Data records
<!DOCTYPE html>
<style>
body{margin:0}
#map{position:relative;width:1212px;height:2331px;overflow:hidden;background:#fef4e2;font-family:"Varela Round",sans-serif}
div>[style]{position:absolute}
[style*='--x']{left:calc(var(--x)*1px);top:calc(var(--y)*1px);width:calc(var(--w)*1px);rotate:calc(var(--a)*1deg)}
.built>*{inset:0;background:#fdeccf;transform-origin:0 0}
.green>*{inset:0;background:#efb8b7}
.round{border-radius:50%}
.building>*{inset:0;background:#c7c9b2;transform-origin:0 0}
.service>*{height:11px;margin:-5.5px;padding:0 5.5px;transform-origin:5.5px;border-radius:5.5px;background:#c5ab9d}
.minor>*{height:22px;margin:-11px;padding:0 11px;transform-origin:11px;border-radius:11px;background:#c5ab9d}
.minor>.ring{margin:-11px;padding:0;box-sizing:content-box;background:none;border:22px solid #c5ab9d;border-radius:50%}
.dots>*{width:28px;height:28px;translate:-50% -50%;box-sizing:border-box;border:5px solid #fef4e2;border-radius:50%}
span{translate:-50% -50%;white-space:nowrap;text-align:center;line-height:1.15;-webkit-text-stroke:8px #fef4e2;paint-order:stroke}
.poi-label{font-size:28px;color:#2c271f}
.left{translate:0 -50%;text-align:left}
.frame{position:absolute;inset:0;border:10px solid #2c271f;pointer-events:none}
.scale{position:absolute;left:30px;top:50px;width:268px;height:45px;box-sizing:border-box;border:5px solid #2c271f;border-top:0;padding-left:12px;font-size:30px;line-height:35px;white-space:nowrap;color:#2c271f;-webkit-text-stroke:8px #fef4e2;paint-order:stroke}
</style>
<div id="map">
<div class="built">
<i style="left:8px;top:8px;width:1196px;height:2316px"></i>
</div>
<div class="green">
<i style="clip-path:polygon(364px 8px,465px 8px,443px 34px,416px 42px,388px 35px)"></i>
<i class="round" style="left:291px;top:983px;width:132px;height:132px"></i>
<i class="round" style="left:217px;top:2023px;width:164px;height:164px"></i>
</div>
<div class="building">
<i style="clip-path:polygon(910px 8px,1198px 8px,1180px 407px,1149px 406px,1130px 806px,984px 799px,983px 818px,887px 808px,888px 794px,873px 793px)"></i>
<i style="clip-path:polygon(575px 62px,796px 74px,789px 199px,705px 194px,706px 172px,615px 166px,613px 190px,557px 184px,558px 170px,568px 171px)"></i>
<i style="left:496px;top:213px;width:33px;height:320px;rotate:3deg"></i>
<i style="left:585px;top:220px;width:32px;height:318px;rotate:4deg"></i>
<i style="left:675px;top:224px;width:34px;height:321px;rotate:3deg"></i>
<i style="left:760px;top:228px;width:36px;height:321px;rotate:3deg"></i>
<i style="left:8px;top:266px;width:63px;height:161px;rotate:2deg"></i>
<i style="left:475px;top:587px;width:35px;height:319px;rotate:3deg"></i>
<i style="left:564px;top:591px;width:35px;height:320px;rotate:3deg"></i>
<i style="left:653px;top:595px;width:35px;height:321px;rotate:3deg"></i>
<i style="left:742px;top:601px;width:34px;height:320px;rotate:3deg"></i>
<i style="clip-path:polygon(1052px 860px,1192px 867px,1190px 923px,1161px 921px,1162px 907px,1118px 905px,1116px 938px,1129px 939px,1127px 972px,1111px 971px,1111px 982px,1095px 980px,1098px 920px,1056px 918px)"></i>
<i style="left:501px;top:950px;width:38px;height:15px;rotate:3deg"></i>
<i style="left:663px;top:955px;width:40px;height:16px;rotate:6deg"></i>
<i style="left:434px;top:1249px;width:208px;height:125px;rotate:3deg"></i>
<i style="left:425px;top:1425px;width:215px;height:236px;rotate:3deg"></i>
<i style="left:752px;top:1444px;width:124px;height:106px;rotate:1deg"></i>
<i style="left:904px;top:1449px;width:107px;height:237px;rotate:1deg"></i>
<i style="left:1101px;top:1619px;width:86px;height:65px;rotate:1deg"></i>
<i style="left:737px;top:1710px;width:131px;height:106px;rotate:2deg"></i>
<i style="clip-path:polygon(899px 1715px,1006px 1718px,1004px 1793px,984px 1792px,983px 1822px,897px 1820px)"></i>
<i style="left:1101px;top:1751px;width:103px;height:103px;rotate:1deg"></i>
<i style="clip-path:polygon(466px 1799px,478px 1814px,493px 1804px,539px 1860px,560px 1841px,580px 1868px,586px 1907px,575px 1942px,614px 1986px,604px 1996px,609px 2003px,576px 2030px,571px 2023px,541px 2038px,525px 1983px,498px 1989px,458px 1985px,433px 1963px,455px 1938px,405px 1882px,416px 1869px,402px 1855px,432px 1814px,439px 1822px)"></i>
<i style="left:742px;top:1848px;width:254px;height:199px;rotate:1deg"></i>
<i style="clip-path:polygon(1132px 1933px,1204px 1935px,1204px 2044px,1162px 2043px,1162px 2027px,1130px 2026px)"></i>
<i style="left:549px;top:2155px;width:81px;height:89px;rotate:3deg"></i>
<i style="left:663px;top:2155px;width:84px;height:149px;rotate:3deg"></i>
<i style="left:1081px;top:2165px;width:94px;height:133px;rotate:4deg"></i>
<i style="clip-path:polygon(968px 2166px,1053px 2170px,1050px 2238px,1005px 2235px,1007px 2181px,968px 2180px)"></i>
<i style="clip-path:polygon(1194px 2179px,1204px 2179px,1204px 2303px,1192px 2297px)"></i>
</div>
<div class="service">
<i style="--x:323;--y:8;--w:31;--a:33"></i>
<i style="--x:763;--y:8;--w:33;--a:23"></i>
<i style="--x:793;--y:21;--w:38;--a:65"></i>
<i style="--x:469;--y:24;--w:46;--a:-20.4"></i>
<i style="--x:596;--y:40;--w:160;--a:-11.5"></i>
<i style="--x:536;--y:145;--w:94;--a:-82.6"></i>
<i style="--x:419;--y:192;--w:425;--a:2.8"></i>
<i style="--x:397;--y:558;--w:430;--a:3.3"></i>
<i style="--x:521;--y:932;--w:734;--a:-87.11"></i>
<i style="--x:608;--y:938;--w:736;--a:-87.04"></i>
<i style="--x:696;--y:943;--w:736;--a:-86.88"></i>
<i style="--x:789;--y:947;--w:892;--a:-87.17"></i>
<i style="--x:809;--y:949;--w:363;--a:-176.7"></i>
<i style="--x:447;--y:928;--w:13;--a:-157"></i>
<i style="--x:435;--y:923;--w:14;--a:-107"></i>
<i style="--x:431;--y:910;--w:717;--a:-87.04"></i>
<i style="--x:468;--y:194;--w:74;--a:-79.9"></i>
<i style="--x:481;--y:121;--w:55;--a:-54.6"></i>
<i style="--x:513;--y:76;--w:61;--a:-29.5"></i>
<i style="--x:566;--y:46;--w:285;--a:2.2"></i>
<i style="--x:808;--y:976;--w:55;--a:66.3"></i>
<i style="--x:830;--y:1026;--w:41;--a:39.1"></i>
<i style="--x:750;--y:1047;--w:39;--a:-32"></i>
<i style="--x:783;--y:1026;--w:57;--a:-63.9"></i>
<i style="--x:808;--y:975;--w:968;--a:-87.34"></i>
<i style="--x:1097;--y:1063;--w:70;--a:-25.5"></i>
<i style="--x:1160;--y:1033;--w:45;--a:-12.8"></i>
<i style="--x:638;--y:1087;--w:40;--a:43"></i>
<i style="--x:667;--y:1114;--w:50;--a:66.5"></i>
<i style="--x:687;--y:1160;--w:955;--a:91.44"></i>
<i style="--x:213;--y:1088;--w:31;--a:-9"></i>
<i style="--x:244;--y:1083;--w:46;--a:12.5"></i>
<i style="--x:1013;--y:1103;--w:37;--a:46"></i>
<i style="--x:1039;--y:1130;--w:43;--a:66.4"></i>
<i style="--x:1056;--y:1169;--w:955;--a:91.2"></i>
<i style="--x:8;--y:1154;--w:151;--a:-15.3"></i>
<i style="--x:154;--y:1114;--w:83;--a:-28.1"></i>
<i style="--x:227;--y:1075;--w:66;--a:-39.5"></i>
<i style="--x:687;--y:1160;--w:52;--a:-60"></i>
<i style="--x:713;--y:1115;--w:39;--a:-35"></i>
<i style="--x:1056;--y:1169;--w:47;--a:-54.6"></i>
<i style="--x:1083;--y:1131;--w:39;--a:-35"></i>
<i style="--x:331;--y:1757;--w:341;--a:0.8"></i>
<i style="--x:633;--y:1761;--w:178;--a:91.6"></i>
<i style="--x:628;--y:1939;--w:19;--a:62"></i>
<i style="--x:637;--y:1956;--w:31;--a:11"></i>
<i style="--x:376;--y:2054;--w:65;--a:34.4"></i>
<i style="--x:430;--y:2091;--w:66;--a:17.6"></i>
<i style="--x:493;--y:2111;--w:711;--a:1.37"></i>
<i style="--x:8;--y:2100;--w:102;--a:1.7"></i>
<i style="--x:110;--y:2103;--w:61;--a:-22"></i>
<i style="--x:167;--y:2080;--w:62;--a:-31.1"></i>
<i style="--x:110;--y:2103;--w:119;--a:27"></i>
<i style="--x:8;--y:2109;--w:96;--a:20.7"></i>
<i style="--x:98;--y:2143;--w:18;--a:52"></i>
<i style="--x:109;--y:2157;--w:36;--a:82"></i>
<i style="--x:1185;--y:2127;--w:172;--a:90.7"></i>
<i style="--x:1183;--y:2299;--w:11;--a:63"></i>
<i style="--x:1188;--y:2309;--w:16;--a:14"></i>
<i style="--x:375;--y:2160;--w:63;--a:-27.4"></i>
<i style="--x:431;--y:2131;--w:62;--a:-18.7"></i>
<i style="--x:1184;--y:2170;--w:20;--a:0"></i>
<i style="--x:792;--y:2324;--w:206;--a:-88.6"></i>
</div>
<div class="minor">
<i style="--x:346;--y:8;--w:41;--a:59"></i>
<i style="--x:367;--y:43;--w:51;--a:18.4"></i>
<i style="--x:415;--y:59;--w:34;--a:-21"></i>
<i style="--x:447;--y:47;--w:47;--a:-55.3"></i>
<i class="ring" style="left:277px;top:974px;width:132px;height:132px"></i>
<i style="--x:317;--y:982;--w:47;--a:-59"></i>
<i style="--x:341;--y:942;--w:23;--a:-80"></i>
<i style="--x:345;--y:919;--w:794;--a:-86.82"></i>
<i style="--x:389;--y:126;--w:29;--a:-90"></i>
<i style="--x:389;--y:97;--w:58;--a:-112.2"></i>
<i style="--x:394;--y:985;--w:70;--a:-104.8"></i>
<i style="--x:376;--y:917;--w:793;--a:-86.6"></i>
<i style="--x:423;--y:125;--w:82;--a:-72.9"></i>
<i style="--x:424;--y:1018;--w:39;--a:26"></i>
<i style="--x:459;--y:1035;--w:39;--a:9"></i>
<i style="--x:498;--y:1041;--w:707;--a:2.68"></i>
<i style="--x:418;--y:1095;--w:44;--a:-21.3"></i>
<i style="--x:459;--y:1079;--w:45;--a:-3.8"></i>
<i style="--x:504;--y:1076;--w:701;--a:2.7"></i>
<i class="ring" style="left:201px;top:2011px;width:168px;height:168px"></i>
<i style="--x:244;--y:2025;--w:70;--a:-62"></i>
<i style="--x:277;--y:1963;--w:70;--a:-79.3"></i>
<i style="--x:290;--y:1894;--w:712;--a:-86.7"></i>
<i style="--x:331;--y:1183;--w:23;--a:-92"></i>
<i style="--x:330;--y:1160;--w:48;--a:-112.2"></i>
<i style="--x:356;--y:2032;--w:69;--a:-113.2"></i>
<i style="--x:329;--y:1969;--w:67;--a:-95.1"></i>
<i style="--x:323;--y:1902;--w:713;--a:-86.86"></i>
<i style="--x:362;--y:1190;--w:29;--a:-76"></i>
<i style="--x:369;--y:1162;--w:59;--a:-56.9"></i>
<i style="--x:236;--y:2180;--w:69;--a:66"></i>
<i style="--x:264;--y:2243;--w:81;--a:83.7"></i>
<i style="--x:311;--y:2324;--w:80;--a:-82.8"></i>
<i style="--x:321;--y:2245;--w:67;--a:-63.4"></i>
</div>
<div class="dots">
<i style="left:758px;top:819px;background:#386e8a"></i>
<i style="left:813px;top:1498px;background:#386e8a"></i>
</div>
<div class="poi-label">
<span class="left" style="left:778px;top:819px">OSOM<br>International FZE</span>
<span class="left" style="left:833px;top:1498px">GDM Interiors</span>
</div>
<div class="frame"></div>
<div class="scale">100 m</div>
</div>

Task item>
Each line in the data that holds the word "dots" must be copied.

Exercise solution>
.dots>*{width:28px;height:28px;translate:-50% -50%;box-sizing:border-box;border:5px solid #fef4e2;border-radius:50%}
<div class="dots">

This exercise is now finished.